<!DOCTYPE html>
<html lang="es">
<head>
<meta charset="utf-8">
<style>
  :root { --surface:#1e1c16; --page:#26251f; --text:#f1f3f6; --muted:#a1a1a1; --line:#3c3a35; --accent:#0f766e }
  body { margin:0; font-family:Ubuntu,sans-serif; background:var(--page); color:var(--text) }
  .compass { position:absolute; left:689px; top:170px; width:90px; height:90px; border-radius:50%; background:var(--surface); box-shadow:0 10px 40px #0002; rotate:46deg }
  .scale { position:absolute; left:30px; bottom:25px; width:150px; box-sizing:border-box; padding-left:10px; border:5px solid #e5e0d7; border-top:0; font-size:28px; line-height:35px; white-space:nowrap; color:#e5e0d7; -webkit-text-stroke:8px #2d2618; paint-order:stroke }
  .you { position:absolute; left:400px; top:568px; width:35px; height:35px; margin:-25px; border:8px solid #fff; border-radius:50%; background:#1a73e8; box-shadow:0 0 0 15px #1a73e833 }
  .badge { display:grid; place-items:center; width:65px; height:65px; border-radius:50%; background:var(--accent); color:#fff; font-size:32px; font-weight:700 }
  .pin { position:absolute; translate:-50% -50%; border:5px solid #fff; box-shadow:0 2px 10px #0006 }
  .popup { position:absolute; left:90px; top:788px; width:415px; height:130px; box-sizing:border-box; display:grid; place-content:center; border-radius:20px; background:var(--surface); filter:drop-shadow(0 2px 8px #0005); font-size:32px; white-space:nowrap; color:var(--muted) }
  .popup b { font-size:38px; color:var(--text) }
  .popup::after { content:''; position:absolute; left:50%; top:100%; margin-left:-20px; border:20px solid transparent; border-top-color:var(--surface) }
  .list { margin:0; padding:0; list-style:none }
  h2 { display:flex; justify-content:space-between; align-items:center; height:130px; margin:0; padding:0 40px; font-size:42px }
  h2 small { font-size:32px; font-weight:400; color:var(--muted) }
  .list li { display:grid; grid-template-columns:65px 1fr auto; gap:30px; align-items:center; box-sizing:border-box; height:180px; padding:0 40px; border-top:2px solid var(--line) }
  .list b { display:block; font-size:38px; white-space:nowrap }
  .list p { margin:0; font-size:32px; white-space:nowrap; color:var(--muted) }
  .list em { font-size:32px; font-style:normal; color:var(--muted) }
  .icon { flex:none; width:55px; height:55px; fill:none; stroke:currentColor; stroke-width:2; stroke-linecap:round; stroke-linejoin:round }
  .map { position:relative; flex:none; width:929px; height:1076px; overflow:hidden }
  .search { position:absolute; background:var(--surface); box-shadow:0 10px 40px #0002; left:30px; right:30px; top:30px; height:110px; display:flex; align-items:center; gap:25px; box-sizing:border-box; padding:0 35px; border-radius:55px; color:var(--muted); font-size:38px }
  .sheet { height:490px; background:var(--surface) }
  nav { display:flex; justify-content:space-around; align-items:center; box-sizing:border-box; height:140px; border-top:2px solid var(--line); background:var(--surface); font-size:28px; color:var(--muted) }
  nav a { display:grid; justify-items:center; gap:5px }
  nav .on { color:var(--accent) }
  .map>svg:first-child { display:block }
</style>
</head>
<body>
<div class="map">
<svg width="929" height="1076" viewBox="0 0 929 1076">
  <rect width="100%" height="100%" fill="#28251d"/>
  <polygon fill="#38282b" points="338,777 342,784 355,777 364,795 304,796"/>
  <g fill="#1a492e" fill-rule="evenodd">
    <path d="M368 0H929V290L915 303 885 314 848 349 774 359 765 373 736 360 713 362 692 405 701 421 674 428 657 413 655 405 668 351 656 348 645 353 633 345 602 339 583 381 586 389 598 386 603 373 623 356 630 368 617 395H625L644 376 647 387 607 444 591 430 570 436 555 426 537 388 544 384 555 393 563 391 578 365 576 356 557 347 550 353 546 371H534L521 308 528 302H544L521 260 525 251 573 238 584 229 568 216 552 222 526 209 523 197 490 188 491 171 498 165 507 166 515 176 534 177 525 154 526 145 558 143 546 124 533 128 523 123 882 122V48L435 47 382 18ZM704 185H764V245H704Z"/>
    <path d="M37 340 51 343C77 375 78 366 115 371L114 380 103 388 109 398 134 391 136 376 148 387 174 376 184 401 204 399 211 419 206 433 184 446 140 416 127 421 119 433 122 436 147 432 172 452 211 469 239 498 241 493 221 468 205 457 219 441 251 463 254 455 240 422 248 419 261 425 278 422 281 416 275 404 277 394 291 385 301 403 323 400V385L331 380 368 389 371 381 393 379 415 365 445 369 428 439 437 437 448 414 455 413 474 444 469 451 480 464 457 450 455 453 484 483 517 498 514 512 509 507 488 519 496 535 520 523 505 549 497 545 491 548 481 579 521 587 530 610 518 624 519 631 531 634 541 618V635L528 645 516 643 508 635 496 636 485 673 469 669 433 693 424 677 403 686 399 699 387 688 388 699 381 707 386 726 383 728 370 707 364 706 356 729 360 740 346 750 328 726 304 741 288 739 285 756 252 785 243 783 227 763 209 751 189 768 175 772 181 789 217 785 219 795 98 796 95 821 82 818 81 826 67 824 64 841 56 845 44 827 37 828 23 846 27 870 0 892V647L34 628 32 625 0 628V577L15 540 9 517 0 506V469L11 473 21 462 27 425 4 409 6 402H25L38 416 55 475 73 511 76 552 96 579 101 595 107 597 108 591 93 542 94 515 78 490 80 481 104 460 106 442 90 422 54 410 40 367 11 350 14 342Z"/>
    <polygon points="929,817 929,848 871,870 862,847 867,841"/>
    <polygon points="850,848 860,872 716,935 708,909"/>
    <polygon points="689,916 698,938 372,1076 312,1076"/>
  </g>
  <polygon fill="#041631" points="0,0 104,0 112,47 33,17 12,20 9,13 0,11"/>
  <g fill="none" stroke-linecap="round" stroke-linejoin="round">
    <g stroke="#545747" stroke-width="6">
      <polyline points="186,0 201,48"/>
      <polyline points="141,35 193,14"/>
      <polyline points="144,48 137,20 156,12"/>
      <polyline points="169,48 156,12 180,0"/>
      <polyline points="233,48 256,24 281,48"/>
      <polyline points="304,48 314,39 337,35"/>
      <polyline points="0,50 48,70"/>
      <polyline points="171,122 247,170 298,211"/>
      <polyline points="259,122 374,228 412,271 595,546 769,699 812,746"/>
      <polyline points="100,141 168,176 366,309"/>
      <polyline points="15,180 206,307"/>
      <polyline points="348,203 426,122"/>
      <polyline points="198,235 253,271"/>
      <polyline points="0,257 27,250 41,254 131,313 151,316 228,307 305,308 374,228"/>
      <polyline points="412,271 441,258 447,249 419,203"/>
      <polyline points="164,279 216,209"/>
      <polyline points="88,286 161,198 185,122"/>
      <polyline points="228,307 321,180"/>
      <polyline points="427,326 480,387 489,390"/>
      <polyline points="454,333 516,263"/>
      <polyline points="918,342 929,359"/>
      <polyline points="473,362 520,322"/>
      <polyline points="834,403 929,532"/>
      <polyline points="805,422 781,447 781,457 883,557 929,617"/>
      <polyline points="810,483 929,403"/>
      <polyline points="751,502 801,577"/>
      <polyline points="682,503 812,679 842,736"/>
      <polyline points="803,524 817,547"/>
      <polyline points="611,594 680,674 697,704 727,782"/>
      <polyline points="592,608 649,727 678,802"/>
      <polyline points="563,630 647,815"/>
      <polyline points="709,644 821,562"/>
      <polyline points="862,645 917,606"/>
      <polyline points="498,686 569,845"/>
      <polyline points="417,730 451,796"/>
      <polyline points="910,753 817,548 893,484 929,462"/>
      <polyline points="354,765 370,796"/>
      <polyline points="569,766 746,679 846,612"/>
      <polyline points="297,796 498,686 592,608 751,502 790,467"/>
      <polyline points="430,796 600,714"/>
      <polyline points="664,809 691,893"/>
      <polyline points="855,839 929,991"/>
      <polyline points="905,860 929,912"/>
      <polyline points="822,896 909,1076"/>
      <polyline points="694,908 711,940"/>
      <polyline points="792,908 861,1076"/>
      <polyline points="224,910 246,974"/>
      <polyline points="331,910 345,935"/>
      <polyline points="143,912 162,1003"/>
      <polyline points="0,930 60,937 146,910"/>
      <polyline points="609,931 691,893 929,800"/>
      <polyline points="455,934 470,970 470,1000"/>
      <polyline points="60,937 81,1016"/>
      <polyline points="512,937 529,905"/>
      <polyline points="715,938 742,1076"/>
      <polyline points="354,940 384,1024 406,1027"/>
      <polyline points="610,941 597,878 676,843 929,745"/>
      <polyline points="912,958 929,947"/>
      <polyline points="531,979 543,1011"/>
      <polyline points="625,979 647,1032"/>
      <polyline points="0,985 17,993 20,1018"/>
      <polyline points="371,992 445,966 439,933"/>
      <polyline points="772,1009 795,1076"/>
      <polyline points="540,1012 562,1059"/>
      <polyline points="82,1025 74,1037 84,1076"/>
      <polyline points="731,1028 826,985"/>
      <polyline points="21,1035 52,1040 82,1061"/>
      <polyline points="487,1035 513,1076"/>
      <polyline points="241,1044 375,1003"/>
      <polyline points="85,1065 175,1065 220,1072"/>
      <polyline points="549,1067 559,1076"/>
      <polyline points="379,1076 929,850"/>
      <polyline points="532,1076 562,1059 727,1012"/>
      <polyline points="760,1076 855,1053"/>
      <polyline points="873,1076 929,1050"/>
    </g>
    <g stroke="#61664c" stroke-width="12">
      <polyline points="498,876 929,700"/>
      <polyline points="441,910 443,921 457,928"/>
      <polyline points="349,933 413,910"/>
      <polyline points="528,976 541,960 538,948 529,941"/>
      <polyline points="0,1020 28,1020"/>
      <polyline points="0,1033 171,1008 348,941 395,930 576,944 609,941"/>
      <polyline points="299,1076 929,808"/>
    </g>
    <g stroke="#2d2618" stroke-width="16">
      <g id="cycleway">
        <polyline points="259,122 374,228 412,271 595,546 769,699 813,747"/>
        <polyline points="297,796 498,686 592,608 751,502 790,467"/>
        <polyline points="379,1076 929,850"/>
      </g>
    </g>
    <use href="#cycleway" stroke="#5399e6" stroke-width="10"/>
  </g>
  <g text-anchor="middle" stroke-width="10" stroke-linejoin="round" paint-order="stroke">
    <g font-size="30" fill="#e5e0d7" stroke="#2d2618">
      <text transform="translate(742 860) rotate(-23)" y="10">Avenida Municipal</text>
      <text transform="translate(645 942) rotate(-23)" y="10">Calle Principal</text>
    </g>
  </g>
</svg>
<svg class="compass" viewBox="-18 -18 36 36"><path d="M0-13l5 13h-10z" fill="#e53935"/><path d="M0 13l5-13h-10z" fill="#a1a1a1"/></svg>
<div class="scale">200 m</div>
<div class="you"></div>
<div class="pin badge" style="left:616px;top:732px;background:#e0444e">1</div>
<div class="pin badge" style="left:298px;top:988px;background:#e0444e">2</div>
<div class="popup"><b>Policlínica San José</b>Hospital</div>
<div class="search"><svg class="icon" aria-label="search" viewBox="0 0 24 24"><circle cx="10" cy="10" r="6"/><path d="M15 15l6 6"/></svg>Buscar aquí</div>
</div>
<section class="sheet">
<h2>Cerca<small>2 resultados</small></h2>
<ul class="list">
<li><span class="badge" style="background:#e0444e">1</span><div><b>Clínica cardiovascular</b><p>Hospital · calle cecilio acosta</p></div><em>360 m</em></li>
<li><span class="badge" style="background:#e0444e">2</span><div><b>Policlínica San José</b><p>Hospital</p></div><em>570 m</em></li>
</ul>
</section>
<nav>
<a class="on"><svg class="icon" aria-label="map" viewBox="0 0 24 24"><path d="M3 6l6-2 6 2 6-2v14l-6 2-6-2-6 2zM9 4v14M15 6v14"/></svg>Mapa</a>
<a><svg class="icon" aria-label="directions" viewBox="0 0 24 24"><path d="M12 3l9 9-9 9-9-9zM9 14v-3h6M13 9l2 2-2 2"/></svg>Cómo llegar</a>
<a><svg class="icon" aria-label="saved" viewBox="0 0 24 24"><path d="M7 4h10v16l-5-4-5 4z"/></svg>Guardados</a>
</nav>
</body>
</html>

————

> _Work instruction_
Each line from the start of the listing above through the line containing "position:absolute; left:689px; top:170px;" must be reproduced exactly. Leave out the rest.

> _Task output_
<!DOCTYPE html>
<html lang="es">
<head>
<meta charset="utf-8">
<style>
  :root { --surface:#1e1c16; --page:#26251f; --text:#f1f3f6; --muted:#a1a1a1; --line:#3c3a35; --accent:#0f766e }
  body { margin:0; font-family:Ubuntu,sans-serif; background:var(--page); color:var(--text) }
  .compass { position:absolute; left:689px; top:170px; width:90px; height:90px; border-radius:50%; background:var(--surface); box-shadow:0 10px 40px #0002; rotate:46deg }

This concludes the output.